Now - we'll build a multi-layer-perceptron at a much higher level. This is a substantially more practical approach for the working engineer -- and you'll see it's just plain less code.

In [1]:
import mxnet as mx
import numpy as np
from mxnet import nd, autograd, gluon

  from ._conv import register_converters as _register_converters


Here controlling the size of our network, notice we don't need to specify any input sizes!

In [2]:
num_hidden = 256 # hidden layers
num_outputs = 10 # 10 output digits
batch_size = 64 # mini batch
epochs = 10 # total training loops
learning_rate = 0.01 # amount we update parameters

MNIST digits + normalization

In [3]:
def transform(data, label):
    return data.astype(np.float32)/255, label.astype(np.float32)
train_data = gluon.data.DataLoader(mx.gluon.data.vision.MNIST(train=True, transform=transform),
                                      batch_size, shuffle=True)
test_data = gluon.data.DataLoader(mx.gluon.data.vision.MNIST(train=False, transform=transform),
                                     batch_size, shuffle=False)

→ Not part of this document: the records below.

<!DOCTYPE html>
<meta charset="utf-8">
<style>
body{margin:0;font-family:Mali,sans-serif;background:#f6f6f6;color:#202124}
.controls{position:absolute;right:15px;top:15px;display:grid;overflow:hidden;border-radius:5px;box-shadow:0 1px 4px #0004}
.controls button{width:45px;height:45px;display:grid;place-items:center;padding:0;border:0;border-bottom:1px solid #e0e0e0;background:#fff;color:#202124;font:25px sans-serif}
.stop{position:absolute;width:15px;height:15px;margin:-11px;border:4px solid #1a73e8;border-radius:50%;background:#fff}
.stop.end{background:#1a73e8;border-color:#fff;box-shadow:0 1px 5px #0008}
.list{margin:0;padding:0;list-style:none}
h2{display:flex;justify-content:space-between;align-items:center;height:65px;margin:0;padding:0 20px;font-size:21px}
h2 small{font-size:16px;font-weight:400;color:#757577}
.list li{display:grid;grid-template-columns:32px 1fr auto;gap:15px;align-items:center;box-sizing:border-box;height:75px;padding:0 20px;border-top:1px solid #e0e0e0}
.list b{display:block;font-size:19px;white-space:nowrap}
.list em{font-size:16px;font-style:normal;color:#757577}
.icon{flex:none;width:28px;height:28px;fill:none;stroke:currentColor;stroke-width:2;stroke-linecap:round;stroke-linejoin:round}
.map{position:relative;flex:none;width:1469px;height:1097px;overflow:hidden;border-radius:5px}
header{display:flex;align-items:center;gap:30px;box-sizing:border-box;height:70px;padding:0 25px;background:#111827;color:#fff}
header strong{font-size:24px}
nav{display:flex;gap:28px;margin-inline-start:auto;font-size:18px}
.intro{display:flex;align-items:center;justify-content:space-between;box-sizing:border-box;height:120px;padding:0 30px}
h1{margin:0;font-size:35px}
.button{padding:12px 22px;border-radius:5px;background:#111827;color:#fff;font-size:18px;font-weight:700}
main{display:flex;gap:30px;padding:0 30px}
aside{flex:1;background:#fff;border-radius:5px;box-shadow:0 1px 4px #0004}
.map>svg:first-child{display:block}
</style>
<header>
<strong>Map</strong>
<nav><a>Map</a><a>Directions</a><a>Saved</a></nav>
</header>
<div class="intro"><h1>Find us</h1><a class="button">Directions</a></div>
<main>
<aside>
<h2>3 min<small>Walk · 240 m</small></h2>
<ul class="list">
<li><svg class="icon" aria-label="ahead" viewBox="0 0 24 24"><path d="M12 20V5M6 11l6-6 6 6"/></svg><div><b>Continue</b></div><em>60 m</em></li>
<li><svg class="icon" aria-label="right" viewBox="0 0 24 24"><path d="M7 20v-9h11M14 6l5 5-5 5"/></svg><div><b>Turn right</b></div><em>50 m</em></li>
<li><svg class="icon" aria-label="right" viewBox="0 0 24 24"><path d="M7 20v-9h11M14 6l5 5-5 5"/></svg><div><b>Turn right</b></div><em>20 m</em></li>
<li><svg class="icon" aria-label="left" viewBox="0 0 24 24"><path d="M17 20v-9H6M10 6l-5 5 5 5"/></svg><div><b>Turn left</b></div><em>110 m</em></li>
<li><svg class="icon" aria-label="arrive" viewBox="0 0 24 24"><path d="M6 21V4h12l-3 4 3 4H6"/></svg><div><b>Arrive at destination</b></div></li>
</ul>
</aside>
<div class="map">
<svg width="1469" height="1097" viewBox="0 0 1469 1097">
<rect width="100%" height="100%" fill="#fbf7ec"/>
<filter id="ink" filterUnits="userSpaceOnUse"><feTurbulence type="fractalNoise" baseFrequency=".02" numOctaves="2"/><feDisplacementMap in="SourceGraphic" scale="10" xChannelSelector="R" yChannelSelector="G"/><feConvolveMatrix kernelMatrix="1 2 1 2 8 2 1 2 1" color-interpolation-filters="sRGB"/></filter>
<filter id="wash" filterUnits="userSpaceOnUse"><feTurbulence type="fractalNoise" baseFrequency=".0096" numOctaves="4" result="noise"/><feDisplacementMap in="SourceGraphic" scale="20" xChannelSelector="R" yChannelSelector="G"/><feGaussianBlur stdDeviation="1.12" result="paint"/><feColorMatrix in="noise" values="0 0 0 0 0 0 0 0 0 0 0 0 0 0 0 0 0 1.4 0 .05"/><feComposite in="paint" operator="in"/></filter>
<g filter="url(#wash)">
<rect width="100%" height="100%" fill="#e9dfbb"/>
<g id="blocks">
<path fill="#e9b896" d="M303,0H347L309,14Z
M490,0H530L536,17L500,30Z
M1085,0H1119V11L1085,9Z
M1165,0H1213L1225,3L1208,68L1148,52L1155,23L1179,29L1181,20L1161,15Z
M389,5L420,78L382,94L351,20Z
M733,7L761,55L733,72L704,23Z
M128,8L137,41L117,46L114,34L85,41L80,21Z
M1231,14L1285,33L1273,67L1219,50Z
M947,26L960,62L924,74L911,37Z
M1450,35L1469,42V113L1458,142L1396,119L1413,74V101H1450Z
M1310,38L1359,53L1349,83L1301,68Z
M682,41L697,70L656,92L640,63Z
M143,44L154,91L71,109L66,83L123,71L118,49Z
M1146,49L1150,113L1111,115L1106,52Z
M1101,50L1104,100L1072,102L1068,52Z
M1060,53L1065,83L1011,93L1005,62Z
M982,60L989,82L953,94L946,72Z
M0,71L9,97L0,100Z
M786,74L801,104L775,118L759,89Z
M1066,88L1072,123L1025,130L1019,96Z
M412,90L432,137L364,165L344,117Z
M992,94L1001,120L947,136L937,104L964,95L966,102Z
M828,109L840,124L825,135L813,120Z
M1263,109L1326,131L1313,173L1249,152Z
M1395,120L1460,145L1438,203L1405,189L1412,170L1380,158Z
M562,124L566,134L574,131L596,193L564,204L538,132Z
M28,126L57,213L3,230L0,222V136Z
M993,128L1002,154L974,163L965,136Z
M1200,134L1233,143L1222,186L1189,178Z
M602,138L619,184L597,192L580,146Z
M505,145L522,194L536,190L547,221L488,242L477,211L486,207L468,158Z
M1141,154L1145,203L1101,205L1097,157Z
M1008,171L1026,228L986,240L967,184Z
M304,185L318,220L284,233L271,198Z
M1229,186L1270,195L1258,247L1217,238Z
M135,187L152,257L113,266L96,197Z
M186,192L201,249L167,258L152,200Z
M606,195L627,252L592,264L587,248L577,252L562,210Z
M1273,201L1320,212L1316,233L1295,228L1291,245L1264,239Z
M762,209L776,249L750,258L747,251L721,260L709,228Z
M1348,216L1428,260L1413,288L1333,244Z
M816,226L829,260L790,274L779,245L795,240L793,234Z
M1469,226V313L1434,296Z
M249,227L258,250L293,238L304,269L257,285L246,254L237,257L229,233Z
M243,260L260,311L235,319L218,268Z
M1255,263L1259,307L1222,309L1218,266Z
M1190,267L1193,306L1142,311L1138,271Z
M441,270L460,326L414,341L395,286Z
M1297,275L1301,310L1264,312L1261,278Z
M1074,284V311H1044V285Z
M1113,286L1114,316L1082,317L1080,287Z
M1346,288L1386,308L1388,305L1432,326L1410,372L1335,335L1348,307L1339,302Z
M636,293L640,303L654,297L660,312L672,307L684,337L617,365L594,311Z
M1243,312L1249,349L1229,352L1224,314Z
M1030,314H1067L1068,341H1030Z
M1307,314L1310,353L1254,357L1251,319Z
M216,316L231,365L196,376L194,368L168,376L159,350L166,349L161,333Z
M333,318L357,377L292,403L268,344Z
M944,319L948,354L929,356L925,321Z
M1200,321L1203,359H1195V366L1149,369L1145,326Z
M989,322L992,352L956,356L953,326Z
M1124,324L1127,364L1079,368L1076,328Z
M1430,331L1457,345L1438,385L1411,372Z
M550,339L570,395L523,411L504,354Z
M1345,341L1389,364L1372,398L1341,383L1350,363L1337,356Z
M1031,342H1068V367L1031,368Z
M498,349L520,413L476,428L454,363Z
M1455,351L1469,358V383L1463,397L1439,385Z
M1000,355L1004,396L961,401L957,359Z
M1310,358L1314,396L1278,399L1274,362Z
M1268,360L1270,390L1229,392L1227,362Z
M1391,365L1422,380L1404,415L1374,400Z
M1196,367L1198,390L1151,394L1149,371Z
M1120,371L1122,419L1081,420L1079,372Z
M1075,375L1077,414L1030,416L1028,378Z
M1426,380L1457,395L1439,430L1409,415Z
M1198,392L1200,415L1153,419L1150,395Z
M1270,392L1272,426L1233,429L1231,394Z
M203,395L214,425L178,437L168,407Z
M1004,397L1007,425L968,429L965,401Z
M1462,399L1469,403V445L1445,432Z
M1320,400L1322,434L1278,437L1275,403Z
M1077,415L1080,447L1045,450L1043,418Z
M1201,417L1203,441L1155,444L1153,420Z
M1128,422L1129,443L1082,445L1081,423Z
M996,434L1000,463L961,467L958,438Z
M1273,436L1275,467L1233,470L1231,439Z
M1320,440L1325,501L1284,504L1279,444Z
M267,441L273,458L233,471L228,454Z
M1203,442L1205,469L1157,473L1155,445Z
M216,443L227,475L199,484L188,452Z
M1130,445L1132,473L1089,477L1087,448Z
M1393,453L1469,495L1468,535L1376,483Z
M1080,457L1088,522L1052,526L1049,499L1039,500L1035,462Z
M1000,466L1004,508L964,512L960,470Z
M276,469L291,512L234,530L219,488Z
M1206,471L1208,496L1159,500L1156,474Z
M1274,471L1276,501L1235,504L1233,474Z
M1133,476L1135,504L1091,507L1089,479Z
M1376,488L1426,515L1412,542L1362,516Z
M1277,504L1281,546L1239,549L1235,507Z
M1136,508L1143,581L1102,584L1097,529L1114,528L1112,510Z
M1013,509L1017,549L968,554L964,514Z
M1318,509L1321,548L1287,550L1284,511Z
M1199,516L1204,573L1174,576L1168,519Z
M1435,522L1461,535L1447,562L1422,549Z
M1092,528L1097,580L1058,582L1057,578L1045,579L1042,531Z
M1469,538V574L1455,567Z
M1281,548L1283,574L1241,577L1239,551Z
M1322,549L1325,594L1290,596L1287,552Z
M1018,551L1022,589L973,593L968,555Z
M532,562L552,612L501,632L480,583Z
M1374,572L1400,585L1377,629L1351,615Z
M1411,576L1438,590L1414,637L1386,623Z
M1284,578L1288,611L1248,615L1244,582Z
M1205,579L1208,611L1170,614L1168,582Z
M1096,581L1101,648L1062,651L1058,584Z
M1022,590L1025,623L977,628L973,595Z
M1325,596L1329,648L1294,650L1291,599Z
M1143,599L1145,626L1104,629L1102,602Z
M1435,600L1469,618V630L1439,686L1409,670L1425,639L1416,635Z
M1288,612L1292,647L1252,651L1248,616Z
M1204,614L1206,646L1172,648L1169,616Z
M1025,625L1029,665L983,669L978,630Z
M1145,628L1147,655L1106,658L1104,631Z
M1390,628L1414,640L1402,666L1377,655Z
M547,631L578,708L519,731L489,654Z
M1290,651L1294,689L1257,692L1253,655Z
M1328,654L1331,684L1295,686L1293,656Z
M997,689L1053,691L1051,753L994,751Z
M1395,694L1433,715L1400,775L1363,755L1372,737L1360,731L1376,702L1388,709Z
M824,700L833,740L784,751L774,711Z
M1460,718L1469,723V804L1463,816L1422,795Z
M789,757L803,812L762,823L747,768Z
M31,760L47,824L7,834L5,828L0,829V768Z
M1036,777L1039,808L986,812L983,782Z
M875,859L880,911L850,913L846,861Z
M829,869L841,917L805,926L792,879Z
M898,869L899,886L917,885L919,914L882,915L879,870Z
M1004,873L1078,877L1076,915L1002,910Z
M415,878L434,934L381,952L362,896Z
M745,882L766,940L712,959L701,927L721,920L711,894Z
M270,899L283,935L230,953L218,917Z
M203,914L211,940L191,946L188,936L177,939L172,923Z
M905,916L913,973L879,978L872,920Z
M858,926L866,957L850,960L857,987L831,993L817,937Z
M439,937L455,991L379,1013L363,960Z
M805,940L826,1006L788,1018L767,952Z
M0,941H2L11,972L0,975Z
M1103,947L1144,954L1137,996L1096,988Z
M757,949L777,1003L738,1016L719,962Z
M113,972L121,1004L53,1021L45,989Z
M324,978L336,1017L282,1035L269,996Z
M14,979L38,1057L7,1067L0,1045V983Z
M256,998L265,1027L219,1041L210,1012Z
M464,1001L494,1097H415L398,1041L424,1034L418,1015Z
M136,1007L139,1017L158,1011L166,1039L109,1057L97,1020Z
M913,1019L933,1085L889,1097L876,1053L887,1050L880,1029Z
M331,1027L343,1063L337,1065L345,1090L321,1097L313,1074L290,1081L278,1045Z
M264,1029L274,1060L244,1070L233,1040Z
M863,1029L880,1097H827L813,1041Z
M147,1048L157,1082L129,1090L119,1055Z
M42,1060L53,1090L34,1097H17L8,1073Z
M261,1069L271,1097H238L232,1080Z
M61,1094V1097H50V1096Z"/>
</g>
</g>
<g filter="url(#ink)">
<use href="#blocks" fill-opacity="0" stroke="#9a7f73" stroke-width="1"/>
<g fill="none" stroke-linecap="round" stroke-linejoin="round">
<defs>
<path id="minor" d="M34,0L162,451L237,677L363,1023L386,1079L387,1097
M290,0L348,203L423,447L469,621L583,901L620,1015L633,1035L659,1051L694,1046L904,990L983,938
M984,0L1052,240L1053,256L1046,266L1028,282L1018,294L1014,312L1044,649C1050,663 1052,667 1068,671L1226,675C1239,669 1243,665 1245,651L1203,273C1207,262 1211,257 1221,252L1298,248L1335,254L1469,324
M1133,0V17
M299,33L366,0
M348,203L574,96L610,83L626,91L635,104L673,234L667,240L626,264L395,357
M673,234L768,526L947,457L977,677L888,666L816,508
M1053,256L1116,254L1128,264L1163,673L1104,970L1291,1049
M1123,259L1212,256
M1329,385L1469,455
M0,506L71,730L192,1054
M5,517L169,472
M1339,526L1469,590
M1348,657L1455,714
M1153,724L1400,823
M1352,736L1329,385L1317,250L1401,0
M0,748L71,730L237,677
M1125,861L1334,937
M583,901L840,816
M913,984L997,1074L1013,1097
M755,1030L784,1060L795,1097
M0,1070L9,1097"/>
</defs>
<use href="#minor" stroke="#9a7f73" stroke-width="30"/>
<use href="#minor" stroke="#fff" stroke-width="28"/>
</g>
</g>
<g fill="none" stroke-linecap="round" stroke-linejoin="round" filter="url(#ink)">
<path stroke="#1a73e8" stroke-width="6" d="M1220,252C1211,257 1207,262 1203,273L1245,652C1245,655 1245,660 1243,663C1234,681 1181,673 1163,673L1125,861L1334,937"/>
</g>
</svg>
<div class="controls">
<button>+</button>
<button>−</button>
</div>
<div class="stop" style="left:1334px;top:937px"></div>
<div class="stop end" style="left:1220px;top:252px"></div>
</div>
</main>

Create your network as a `Block`. This is a reusable class, that as we build blocks over time, we can re-purpose in future models. 

Notice we don't have to allocate parameters or deal with any formulas, only the `relu` shows up -- and it's provided for us.

In [4]:
class MLP(gluon.Block):
    def __init__(self, **kwargs):
        super(MLP, self).__init__(**kwargs)
        with self.name_scope():
            self.dense0 = gluon.nn.Dense(num_hidden) #3 layers
            self.dense1 = gluon.nn.Dense(num_hidden)
            self.dense2 = gluon.nn.Dense(num_outputs)

    def forward(self, x):
        x = nd.relu(self.dense0(x))
        x = nd.relu(self.dense1(x))
        x = self.dense2(x)
        return x

We do need an instance of our model -- and to initialize all the random weights. We'll use a normal with a small sigma value, that'll get us values [-1,1] to work with our learning rate

In [5]:
net = MLP()
net.collect_params().initialize(mx.init.Xavier())

Loss function and trainer! These are provided for us, so just allocate them.

In [6]:
softmax_cross_entropy = gluon.loss.SoftmaxCrossEntropyLoss()
trainer = gluon.Trainer(net.collect_params(), 'sgd', {'learning_rate': learning_rate})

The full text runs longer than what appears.